> _What to work on_:
Set all of the entries down again precisely as they are written.

> _Dataset content_:
[Start of Attachment]
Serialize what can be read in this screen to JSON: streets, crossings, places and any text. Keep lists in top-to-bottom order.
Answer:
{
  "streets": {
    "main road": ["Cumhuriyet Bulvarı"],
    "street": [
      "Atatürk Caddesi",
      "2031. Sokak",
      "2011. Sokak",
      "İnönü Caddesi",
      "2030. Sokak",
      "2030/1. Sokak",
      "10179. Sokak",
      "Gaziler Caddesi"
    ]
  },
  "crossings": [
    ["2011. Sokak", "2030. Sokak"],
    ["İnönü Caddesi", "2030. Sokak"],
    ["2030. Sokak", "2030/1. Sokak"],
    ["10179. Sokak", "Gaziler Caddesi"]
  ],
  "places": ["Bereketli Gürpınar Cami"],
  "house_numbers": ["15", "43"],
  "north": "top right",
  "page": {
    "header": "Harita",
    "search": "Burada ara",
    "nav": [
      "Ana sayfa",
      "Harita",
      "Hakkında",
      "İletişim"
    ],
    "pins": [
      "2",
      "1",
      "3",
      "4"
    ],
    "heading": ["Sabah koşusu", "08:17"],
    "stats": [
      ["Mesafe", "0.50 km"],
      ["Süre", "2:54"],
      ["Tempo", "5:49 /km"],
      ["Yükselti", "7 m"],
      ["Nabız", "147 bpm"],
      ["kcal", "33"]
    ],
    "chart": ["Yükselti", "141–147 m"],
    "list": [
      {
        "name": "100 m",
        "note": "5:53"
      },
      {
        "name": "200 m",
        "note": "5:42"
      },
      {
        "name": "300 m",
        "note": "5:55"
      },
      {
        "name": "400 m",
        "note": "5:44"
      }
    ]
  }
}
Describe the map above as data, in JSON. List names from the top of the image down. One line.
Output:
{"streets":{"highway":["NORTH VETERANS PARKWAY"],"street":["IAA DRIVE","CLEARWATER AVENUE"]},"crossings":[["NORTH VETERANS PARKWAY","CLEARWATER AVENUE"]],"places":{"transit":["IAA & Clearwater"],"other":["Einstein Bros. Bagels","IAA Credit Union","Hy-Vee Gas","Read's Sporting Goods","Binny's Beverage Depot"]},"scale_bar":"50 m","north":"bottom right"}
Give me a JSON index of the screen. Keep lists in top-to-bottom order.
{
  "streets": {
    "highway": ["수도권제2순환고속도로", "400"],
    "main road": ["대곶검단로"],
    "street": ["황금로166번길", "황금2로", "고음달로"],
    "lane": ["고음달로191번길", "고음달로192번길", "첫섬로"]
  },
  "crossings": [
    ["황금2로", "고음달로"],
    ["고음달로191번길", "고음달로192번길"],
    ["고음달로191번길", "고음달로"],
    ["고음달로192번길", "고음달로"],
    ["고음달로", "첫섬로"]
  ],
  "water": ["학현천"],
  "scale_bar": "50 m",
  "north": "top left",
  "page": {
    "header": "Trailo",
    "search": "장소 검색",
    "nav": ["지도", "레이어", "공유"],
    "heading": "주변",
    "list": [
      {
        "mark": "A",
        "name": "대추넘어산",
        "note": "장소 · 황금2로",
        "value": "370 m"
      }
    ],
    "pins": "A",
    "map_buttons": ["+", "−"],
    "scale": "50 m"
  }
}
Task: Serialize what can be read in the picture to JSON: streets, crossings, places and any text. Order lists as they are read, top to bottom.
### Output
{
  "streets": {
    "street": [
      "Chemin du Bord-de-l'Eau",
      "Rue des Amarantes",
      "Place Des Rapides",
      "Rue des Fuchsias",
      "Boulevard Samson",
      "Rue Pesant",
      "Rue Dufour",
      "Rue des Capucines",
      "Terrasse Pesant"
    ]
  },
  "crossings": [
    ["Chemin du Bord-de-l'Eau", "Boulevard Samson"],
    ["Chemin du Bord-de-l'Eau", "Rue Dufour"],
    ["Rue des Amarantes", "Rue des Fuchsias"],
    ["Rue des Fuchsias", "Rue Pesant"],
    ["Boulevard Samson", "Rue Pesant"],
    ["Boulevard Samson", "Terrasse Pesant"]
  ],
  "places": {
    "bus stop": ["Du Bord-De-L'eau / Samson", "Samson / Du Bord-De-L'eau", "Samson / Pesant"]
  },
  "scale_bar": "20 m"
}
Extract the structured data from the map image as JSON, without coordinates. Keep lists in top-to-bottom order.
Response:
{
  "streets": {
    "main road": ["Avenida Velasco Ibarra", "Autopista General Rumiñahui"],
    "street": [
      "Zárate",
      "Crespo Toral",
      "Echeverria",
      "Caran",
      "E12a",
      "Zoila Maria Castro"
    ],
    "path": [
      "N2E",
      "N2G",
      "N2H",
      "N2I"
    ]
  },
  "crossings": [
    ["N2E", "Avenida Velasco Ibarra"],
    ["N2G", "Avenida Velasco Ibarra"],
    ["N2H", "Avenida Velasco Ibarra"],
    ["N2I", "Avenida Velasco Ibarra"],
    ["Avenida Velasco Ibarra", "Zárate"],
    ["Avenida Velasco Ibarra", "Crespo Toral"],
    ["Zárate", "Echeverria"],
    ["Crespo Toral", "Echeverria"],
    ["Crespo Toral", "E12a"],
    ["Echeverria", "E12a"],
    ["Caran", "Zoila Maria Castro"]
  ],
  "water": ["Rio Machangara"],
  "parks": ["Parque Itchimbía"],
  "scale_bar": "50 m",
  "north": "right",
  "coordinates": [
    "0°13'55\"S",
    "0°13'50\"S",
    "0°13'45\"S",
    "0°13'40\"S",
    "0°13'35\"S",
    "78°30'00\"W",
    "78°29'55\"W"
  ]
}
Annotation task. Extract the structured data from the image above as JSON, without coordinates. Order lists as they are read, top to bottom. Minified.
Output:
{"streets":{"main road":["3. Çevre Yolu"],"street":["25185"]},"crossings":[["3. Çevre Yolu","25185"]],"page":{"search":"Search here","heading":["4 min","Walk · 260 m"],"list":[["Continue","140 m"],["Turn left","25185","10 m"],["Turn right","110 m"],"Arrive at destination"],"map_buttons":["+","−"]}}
[End of Attachment]
> _Exercise response_:
Serialize what can be read in this screen to JSON: streets, crossings, places and any text. Keep lists in top-to-bottom order.
Answer:
{
  "streets": {
    "main road": ["Cumhuriyet Bulvarı"],
    "street": [
      "Atatürk Caddesi",
      "2031. Sokak",
      "2011. Sokak",
      "İnönü Caddesi",
      "2030. Sokak",
      "2030/1. Sokak",
      "10179. Sokak",
      "Gaziler Caddesi"
    ]
  },
  "crossings": [
    ["2011. Sokak", "2030. Sokak"],
    ["İnönü Caddesi", "2030. Sokak"],
    ["2030. Sokak", "2030/1. Sokak"],
    ["10179. Sokak", "Gaziler Caddesi"]
  ],
  "places": ["Bereketli Gürpınar Cami"],
  "house_numbers": ["15", "43"],
  "north": "top right",
  "page": {
    "header": "Harita",
    "search": "Burada ara",
    "nav": [
      "Ana sayfa",
      "Harita",
      "Hakkında",
      "İletişim"
    ],
    "pins": [
      "2",
      "1",
      "3",
      "4"
    ],
    "heading": ["Sabah koşusu", "08:17"],
    "stats": [
      ["Mesafe", "0.50 km"],
      ["Süre", "2:54"],
      ["Tempo", "5:49 /km"],
      ["Yükselti", "7 m"],
      ["Nabız", "147 bpm"],
      ["kcal", "33"]
    ],
    "chart": ["Yükselti", "141–147 m"],
    "list": [
      {
        "name": "100 m",
        "note": "5:53"
      },
      {
        "name": "200 m",
        "note": "5:42"
      },
      {
        "name": "300 m",
        "note": "5:55"
      },
      {
        "name": "400 m",
        "note": "5:44"
      }
    ]
  }
}
Describe the map above as data, in JSON. List names from the top of the image down. One line.
Output:
{"streets":{"highway":["NORTH VETERANS PARKWAY"],"street":["IAA DRIVE","CLEARWATER AVENUE"]},"crossings":[["NORTH VETERANS PARKWAY","CLEARWATER AVENUE"]],"places":{"transit":["IAA & Clearwater"],"other":["Einstein Bros. Bagels","IAA Credit Union","Hy-Vee Gas","Read's Sporting Goods","Binny's Beverage Depot"]},"scale_bar":"50 m","north":"bottom right"}
Give me a JSON index of the screen. Keep lists in top-to-bottom order.
{
  "streets": {
    "highway": ["수도권제2순환고속도로", "400"],
    "main road": ["대곶검단로"],
    "street": ["황금로166번길", "황금2로", "고음달로"],
    "lane": ["고음달로191번길", "고음달로192번길", "첫섬로"]
  },
  "crossings": [
    ["황금2로", "고음달로"],
    ["고음달로191번길", "고음달로192번길"],
    ["고음달로191번길", "고음달로"],
    ["고음달로192번길", "고음달로"],
    ["고음달로", "첫섬로"]
  ],
  "water": ["학현천"],
  "scale_bar": "50 m",
  "north": "top left",
  "page": {
    "header": "Trailo",
    "search": "장소 검색",
    "nav": ["지도", "레이어", "공유"],
    "heading": "주변",
    "list": [
      {
        "mark": "A",
        "name": "대추넘어산",
        "note": "장소 · 황금2로",
        "value": "370 m"
      }
    ],
    "pins": "A",
    "map_buttons": ["+", "−"],
    "scale": "50 m"
  }
}
Task: Serialize what can be read in the picture to JSON: streets, crossings, places and any text. Order lists as they are read, top to bottom.
### Output
{
  "streets": {
    "street": [
      "Chemin du Bord-de-l'Eau",
      "Rue des Amarantes",
      "Place Des Rapides",
      "Rue des Fuchsias",
      "Boulevard Samson",
      "Rue Pesant",
      "Rue Dufour",
      "Rue des Capucines",
      "Terrasse Pesant"
    ]
  },
  "crossings": [
    ["Chemin du Bord-de-l'Eau", "Boulevard Samson"],
    ["Chemin du Bord-de-l'Eau", "Rue Dufour"],
    ["Rue des Amarantes", "Rue des Fuchsias"],
    ["Rue des Fuchsias", "Rue Pesant"],
    ["Boulevard Samson", "Rue Pesant"],
    ["Boulevard Samson", "Terrasse Pesant"]
  ],
  "places": {
    "bus stop": ["Du Bord-De-L'eau / Samson", "Samson / Du Bord-De-L'eau", "Samson / Pesant"]
  },
  "scale_bar": "20 m"
}
Extract the structured data from the map image as JSON, without coordinates. Keep lists in top-to-bottom order.
Response:
{
  "streets": {
    "main road": ["Avenida Velasco Ibarra", "Autopista General Rumiñahui"],
    "street": [
      "Zárate",
      "Crespo Toral",
      "Echeverria",
      "Caran",
      "E12a",
      "Zoila Maria Castro"
    ],
    "path": [
      "N2E",
      "N2G",
      "N2H",
      "N2I"
    ]
  },
  "crossings": [
    ["N2E", "Avenida Velasco Ibarra"],
    ["N2G", "Avenida Velasco Ibarra"],
    ["N2H", "Avenida Velasco Ibarra"],
    ["N2I", "Avenida Velasco Ibarra"],
    ["Avenida Velasco Ibarra", "Zárate"],
    ["Avenida Velasco Ibarra", "Crespo Toral"],
    ["Zárate", "Echeverria"],
    ["Crespo Toral", "Echeverria"],
    ["Crespo Toral", "E12a"],
    ["Echeverria", "E12a"],
    ["Caran", "Zoila Maria Castro"]
  ],
  "water": ["Rio Machangara"],
  "parks": ["Parque Itchimbía"],
  "scale_bar": "50 m",
  "north": "right",
  "coordinates": [
    "0°13'55\"S",
    "0°13'50\"S",
    "0°13'45\"S",
    "0°13'40\"S",
    "0°13'35\"S",
    "78°30'00\"W",
    "78°29'55\"W"
  ]
}
Annotation task. Extract the structured data from the image above as JSON, without coordinates. Order lists as they are read, top to bottom. Minified.
Output:
{"streets":{"main road":["3. Çevre Yolu"],"street":["25185"]},"crossings":[["3. Çevre Yolu","25185"]],"page":{"search":"Search here","heading":["4 min","Walk · 260 m"],"list":[["Continue","140 m"],["Turn left","25185","10 m"],["Turn right","110 m"],"Arrive at destination"],"map_buttons":["+","−"]}}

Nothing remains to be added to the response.